Iqbal menoleh ke arahku.
"Anak itu emang mengaharap sesuatu yang lebih sejak kejadian di cafe itu..." lanjutku.
Iqbal masih diam.
"Trus dia tanya sebenernya ane sudah ada hubungan dengan siapa..."
"Elu jawab apaan?" tanya Iqbal akhirnya.
"Ane enggak ngaku..."
"Kenapa elu enggak jujur aja sih bilang sama dia? Itu kan sama aja elu masih ngasih harapan" protes Iqbal.
Aku tidak menjawab. Kemudian Iqbal mengajakku naik ke lantai dua. "Di sini basah banget, kita lihat dari atas yuk?" Iqbal memerhatikan kemejanya yang kini mulai kelihatan lembab.
Lantai dua rumah kaca ini terdiri dari ruangan yang lebih luas dengan dinding yang hanya dihiasi oleh beberapa foto anggrek. Di kanan kiri pintu terdapat balkon yang menjorok dengan dikelilingi pagar dari besi, sehingga pengunjung dapat melihat tanaman anggrek dari atas masing-masing ruangan.
Di atas balkon ini rupanya siraman butiran air lebih terasa. Aku bersandar dan melihat ke bawah. Di bawah tidak ada siapapun. Aku tersenyum memikirkan sesuatu hingga Iqbal bertanya. "Kenapa senyum-senyum?"
"Udah pernah ngerasain wet kiss belum?" godaku.
"Wet kiss?" tanya Iqbal.
"Iya... kita ciuman ditengah kabut basah kayak gini... kan wet kiss tuh..." kataku geli.
Iqbal menoleh ke kanan dan ke kiri lalu bertanya padaku, "Di sini?"
Aku mengangguk. Kemudian aku mendekati Iqbal dan mencium bibirnya tepat dibawah siraman butiran butiran air halus. Cukup lama kami berciuman di atas balkon itu sampai terdengar suara benturan di pagar besi balkon. Aku terkejut dan menoleh ke arah pintu dan sekilas kulihat sosok Nuzul dari belakang terburu-buru pergi menuruni tangga.

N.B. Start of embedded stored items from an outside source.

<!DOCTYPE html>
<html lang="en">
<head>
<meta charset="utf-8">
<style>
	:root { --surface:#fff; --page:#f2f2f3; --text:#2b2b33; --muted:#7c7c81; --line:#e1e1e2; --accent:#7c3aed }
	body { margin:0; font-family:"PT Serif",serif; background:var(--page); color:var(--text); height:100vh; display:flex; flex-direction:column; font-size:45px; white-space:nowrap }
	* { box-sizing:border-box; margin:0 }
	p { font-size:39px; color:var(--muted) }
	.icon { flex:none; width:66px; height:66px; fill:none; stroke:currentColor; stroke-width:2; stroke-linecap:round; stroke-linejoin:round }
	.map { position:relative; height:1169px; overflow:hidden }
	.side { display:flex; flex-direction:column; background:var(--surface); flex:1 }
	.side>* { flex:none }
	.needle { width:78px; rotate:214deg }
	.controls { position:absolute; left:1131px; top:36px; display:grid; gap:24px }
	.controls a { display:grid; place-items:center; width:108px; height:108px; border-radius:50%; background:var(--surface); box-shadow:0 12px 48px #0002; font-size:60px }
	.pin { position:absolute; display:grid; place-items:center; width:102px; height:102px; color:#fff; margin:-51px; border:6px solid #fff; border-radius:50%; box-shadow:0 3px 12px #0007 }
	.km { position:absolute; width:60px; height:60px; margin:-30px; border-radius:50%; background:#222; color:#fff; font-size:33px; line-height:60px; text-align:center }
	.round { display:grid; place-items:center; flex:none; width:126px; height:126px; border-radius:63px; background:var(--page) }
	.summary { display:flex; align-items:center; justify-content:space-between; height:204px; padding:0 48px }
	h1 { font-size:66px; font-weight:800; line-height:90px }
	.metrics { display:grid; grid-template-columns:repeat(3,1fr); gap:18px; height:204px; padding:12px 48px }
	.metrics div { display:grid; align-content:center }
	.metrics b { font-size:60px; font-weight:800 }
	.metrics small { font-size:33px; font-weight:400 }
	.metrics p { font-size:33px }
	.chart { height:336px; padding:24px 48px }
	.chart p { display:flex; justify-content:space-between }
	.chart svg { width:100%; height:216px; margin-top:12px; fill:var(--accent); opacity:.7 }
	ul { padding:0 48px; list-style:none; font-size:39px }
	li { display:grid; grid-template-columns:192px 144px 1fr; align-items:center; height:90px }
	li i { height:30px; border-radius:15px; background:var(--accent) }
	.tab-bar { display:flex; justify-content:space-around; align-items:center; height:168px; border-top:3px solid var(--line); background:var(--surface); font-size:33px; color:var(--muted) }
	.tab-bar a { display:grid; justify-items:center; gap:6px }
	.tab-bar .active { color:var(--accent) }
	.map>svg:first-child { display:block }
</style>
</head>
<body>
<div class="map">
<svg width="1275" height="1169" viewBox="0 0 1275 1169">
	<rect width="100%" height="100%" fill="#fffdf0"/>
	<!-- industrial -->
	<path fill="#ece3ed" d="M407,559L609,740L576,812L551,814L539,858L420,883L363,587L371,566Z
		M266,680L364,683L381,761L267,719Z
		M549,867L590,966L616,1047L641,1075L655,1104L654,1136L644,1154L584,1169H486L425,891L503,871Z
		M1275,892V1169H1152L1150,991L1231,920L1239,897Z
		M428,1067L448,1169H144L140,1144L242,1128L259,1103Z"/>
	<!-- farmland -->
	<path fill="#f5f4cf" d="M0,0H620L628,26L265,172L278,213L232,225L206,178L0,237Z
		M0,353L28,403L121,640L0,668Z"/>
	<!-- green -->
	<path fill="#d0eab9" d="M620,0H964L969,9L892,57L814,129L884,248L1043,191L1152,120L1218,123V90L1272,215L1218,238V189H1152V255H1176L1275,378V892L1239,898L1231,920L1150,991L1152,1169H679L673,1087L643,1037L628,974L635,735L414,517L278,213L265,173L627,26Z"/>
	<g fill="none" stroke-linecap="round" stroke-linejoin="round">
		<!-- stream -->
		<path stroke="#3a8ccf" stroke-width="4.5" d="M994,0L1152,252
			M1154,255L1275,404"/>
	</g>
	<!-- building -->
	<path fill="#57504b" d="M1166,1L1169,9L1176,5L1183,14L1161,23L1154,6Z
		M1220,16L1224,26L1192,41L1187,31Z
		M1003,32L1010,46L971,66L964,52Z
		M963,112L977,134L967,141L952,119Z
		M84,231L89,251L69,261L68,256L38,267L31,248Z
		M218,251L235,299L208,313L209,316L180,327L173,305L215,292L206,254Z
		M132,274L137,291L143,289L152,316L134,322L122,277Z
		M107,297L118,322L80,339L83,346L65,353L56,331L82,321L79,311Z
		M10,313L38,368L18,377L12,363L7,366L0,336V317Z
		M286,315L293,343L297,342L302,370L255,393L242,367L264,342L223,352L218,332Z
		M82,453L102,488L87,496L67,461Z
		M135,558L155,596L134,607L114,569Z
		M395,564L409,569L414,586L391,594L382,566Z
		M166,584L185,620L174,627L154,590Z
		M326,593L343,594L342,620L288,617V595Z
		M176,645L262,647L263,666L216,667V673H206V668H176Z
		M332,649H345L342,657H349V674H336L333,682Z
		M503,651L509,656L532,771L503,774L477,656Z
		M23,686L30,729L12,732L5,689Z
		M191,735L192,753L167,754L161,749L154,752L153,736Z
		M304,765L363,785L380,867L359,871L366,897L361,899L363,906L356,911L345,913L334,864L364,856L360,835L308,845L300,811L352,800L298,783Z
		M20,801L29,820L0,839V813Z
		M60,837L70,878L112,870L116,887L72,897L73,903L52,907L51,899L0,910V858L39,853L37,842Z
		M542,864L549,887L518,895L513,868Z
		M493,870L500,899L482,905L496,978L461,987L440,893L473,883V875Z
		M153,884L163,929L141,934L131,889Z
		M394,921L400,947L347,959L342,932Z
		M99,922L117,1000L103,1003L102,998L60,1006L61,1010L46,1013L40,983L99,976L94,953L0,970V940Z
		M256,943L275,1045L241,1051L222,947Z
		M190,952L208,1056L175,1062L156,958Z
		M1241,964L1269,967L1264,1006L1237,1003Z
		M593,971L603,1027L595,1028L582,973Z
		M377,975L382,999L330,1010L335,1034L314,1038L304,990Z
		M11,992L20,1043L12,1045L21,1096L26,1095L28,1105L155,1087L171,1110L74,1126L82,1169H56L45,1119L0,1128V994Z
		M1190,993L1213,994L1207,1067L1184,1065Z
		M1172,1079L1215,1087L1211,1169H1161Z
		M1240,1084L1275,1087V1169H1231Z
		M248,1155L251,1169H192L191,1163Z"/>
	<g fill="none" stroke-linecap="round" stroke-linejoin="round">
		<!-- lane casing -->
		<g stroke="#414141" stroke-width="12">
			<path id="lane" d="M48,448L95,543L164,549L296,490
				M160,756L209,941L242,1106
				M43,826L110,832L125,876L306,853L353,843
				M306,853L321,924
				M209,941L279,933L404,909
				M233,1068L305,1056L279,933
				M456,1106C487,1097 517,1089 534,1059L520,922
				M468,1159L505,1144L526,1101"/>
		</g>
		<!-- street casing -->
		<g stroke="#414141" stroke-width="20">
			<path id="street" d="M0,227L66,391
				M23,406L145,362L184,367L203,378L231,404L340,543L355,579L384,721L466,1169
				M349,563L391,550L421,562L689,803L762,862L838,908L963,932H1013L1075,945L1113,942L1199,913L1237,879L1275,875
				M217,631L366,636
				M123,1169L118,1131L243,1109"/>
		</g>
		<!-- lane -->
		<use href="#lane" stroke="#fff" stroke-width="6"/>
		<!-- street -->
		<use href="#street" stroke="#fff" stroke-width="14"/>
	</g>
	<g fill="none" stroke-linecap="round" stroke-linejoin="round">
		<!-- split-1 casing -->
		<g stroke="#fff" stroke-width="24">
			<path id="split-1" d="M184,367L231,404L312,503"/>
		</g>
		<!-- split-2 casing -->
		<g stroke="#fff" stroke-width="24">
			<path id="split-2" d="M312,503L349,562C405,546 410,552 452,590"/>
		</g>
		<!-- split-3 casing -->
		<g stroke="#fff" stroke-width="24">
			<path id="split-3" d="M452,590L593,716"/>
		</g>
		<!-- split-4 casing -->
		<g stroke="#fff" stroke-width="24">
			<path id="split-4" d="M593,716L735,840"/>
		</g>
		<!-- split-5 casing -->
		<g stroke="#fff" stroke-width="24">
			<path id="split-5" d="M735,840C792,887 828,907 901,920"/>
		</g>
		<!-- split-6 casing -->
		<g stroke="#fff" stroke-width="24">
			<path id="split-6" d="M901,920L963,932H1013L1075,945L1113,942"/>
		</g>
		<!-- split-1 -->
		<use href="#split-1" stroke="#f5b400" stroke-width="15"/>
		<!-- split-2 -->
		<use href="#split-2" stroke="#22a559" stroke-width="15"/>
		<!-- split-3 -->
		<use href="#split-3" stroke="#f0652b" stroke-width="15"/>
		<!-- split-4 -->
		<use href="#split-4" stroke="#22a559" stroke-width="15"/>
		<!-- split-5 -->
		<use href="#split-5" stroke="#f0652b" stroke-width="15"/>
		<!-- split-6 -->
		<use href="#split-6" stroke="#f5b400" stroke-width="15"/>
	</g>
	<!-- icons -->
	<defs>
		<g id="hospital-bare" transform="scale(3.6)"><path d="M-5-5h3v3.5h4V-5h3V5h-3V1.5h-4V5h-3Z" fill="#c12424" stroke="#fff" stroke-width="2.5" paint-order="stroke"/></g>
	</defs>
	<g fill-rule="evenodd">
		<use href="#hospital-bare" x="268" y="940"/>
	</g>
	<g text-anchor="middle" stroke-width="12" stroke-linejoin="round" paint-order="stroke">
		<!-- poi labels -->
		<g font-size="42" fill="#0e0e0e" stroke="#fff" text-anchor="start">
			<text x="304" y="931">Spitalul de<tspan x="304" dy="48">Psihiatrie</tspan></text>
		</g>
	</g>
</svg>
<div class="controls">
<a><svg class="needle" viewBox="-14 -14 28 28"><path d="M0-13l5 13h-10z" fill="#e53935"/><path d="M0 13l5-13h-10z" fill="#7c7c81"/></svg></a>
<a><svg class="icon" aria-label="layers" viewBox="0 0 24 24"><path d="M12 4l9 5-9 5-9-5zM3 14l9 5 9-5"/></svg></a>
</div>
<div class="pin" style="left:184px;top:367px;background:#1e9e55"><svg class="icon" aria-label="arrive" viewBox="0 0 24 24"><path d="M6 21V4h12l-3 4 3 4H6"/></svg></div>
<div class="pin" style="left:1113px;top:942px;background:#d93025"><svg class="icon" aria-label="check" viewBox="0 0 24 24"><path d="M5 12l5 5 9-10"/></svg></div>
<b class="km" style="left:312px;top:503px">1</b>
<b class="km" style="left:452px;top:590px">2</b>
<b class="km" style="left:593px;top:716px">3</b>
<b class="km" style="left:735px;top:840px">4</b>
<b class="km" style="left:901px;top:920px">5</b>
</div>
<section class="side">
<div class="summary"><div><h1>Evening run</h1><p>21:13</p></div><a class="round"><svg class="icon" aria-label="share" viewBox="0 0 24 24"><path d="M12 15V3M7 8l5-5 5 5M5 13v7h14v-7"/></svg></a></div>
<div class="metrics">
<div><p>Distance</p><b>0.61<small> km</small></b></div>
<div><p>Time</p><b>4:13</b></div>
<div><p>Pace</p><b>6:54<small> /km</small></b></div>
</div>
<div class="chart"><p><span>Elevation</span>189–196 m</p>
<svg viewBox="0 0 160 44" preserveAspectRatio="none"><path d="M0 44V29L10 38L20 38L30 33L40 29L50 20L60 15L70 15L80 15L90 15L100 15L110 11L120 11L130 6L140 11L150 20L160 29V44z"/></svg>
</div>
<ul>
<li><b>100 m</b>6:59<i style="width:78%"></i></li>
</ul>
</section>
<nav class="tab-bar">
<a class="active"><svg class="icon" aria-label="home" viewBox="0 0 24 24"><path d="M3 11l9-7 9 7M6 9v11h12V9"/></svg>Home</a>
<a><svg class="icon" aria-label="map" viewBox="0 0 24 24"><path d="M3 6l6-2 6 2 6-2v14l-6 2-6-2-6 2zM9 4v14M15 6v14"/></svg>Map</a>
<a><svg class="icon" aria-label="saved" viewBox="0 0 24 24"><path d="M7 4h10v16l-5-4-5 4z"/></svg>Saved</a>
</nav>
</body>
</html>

"Eh... itu Nuzul kan?" tanyaku tak yakin. Aku beranjak hendak pergi menyusulnya, namun Iqbal menahan lenganku. "Jangan dikejar... biarin aja..." katanya.
"Tapi..." kataku bimbang.
"Ngapain elu ngejar dia? ngasih penjelasan? kan yang dia lihat juga udah cukup jelas..." Kata Iqbal.
Aku melepaskan tanganku yang dipegangi oleh Iqbal dan buru-buru pergi menuju pintu.
"Kalo elu masih ngejar dia... kita berdua selesai sampai di sini..." Kata Iqbal tajam.
Aku menghentikan langkahku dan menoleh ke arahnya.